To demonstrate SCPMs performance on real well data, we interpret four horizontal wells A to D and compare our results with the interpretation from the geosteering geologist. Although we anonymized the well names, we provided the other information sufficient for the geosteering purpose. Similar as the synthetic data, we used the MCM to acquire the wellbore trajectory from the directional survey. We used the same LWD GR log and the GR typelog as the geologist. We show that our SCPM MAP estimator provides an accurate estimation of the target formation and the associated credible intervals are a good indicator of the uncertainties of the MAP estimate.

#### Horizontal well A

The target formation for well A, Wolfcamp W1 Shale, has an estimated bed thickness of 3.35 m (11 ft). The expected global dip angle of the formation is 0.6°. We used the same hyperparameters $\sigma 1=0.001$ and $\sigma 2=0.01$ as our synthetic example. Instead of using the expected global dip as $\alpha 0$, we set $\alpha 0=0$ to demonstrate that SCPM works even without the prior knowledge about the global dip. We also assumed that there is no fault in this area, which is also hinted at by the continuity of LWD GR log in Figure 4aD.

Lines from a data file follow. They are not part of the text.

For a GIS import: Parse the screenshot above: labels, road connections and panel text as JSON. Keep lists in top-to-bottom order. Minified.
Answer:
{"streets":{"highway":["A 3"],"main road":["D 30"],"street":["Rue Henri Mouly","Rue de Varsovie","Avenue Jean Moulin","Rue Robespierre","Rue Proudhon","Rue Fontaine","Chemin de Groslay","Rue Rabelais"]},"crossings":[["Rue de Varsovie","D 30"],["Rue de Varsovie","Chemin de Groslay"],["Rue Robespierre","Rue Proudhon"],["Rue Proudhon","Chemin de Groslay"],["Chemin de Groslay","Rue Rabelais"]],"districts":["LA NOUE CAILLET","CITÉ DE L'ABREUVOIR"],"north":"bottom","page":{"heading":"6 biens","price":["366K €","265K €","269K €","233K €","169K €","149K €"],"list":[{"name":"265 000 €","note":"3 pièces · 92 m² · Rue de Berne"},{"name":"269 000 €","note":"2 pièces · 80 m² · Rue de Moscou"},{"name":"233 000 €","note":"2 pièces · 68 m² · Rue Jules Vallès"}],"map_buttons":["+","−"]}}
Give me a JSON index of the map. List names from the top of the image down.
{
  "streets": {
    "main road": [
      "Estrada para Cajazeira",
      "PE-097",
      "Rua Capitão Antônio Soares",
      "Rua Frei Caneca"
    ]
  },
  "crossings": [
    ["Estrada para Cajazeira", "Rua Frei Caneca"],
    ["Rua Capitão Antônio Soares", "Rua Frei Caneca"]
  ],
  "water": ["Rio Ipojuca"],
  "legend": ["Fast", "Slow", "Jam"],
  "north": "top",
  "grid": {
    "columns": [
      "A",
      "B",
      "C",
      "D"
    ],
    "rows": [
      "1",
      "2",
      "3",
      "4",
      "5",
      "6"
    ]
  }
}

The MAP estimator from SCPM (the green line) is very close to the interpretation (the dashed red line) in Figure 4aC. In addition, we note that SCPM is not sensitive to the variation of the GR sensor noises from MD 3780 m (12,400 ft) to 3840 m (12,600 ft). The credible interval from the posterior trajectory samples is very thin, indicating that SCPM is very confident about its estimation. In Table 2, we reported the geosteering performance via equation 27 using the human’s interpretation as the ground truth. Our MAP estimator is on average 59.6% within 1 ft and 100% within 1.52 m (5 ft) away from the interpretation by a human.

#### Horizontal well B

The target formation for well B, third Bone Springs D, has an estimated bed thickness of 5.79 m (19 ft). The expected global dip angle of the formation is $\u22120.87\xb0$. We used the same hyperparameters and prior global dip of 0° as well A, and we assumed that there is no fault throughout the horizontal drilling.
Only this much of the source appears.